Le colonel Salvador possède, dans les landes de la Gironde, une forêt de 750 hectares d’étendue, entièrement complantée en Pins et Chênes.

Il a adressé un Mémoire à la Société nationale d’agriculture sur la création de cette forêt en 1855 et sur son exploitation actuelle, qu’il dirige lui-même.

En 1855, la famille Salvador achetait une première étendue de landes incultes de 650 hectares à la commune de Lugos, située à 62 kilomètres de Bordeaux.

C’étaient des terrains absolument incultes, couverts d’Ajoncs et de Bruyères, où n’existait pas, dit le Mémoire, un arbre ni un arbrisseau. Le sol y était couvert d’eau une grande partie de l’année.

Ce terrain fut vendu par la commune à raison de 60 francs l’hectare.

Aussitôt après l’acquisition, M. Salvador fit procéder à son assainissement; il y fit exécuter dès l’année 1855 de nombreux fossés, dont la longueur totale ne fut pas moins de 260 kilomètres, et dès le printemps de 1856 il ensemença toute la propriété.

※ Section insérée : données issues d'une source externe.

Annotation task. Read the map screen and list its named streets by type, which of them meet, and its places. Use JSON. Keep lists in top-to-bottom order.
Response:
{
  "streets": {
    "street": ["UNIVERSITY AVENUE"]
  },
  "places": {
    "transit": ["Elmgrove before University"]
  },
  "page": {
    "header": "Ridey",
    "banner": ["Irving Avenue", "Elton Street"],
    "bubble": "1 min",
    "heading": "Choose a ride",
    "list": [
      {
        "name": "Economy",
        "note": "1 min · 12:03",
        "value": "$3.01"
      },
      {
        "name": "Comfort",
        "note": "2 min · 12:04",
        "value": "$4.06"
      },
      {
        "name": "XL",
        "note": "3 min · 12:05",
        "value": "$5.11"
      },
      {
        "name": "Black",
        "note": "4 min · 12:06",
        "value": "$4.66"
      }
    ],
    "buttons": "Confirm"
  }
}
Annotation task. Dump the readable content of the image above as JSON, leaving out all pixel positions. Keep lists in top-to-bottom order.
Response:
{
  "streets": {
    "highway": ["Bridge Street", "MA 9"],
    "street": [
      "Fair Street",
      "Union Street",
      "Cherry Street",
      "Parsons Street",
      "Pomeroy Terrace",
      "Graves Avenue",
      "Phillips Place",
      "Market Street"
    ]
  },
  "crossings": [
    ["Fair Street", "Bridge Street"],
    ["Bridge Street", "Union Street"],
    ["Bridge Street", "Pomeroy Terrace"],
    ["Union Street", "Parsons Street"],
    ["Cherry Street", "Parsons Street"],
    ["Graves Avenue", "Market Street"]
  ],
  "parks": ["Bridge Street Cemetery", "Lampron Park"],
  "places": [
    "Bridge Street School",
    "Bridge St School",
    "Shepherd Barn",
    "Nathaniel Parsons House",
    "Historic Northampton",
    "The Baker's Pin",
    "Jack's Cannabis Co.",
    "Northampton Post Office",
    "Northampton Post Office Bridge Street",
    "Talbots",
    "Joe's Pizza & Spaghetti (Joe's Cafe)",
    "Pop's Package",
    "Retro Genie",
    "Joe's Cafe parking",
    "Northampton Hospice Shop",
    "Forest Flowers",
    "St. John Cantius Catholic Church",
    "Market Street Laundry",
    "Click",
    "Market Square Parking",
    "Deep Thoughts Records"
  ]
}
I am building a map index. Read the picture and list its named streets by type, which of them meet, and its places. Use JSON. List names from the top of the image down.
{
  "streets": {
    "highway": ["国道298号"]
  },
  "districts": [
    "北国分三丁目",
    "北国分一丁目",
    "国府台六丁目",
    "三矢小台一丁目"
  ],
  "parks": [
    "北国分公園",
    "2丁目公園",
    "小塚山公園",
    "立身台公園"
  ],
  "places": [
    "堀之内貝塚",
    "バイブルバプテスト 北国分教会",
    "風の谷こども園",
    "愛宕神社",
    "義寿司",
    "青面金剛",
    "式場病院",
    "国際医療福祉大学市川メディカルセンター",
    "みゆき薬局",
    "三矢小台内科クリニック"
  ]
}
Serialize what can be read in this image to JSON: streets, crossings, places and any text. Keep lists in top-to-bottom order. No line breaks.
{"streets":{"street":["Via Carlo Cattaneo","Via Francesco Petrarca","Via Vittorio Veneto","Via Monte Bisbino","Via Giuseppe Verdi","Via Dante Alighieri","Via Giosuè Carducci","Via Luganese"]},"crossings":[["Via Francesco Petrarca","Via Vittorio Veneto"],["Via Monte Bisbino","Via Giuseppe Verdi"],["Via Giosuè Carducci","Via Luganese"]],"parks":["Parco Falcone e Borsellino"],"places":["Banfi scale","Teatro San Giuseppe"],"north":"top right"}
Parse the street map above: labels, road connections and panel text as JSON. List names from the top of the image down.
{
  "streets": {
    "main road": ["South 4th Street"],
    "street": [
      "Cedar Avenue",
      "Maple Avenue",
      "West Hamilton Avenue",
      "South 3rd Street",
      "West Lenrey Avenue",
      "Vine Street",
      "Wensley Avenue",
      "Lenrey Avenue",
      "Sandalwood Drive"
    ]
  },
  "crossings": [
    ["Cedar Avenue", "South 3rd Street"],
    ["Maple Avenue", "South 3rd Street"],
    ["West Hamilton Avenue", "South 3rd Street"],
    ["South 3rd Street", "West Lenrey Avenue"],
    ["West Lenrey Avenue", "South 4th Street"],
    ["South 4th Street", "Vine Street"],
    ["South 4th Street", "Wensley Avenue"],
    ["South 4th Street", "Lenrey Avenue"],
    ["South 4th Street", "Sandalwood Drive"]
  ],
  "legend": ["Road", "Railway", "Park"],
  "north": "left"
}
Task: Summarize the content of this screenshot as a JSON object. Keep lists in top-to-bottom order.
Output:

Ce terrain fut partagé en hectares, séparés les uns des autres par des chemins, et entourés chacun de fossés d’écoulement pour les eaux.

Un plan joint au Mémoire indique les dispositions adoptées et fait ressortir à première vue les avantages qu’elles ont présentés depuis, pour l’exploitation de la forêt, comme elles en ont présenté dès l’origine pour la bonne venue des arbres.

Dès la cinquième année, les semis étaient déjà si remarquables, grâce à l’assainissement complet qu’il avait fait et au soin avec lequel avait été exécuté l’ensemencement, que la Société d’agriculture de la Gironde allait visiter sa propriété et lui décernait une médaille d’or.

En 1863, bien que le prix des landes eût bien augmenté, M. Salvador achetait encore à la commune 100 nouveaux hectares de landes rases, attenant aux premières, et qu’il dut payer 200 francs l’hectare, plus de trois fois les premiers hectares achetés.

La dépense des travaux d’assainissement avait été de 30 000 fr

Celle des travaux d’ensemencement de 20 000

Prix de l’acquisition des 650 premiers hectares. – 43 000

Prix de l’acquisition des 100 hectares, en 1863 22 000

Bâtisses et constructions diverses 20 000

Total des dépenses. 135 000 fr

De 1855 à 1864, la propriété ne produisit aucun revenu; mais, à la neuvième année, les 650 hectares semés en 1855 donnèrent un premier éclaircissage fructueux, dont le produit net fut de 7 000 francs.

Cet éclaircissage se renouvelait six ans après et donnait des bois plus forts, qui, transformés également en charbon, ont donné un revenu plus fort de 19 000 francs.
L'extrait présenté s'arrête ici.